Street Children in Uganda are the growing population. 15,000 children live on the streets of Kampala. Uganda has one of the largest populations of young people in the world with over 56 percent of its 37 million people under the age of 18, and more than 52 percent under age 15. Children are also the single largest demographic group living in poverty in Uganda. Street children are a security threat, and therefore, need to help them become useful citizens.
In Uganda, approximately 38% of the population lives on less than $1.25 per day, with such little income, families have a hard time providing basic needs for all their children.
Children whose families cannot provide for them will spend their days and sometime nights on the streets.
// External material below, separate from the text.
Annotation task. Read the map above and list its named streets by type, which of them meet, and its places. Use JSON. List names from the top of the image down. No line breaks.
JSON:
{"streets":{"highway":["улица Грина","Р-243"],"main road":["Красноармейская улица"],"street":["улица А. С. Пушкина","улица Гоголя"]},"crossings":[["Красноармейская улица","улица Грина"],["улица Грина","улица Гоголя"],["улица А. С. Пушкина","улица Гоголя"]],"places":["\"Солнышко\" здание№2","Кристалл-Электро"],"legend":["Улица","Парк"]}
While on the streets, they involve in different activities.
- Search for food in the garbage.
- Begging Searching for pieces of scrap metal that can be sold.
- Finding small tasks to do in exchange for food or money. Like carrying luggage for people at the bus depot, sorting beans in a market stall, sweeping and doing laundry.
- Child labor.
YWAM Kampala is trying to reintegrate street children into families with a vision that they will become productive and self-reliant citizens.
Our staff walk the streets each day to meet the street children where they are and invite them to join us at our project center. If the children choose to come then we provided with food, counselling, medical care, clothes, and access to education. If they cannot re-connect to their families, we will keep them in our rehabilitation center.
The children spend one year in our rehabilitation will be transfer to community schools. After children complete primary and secondary school, we stop supporting them and then they find themselves for their living or further studies.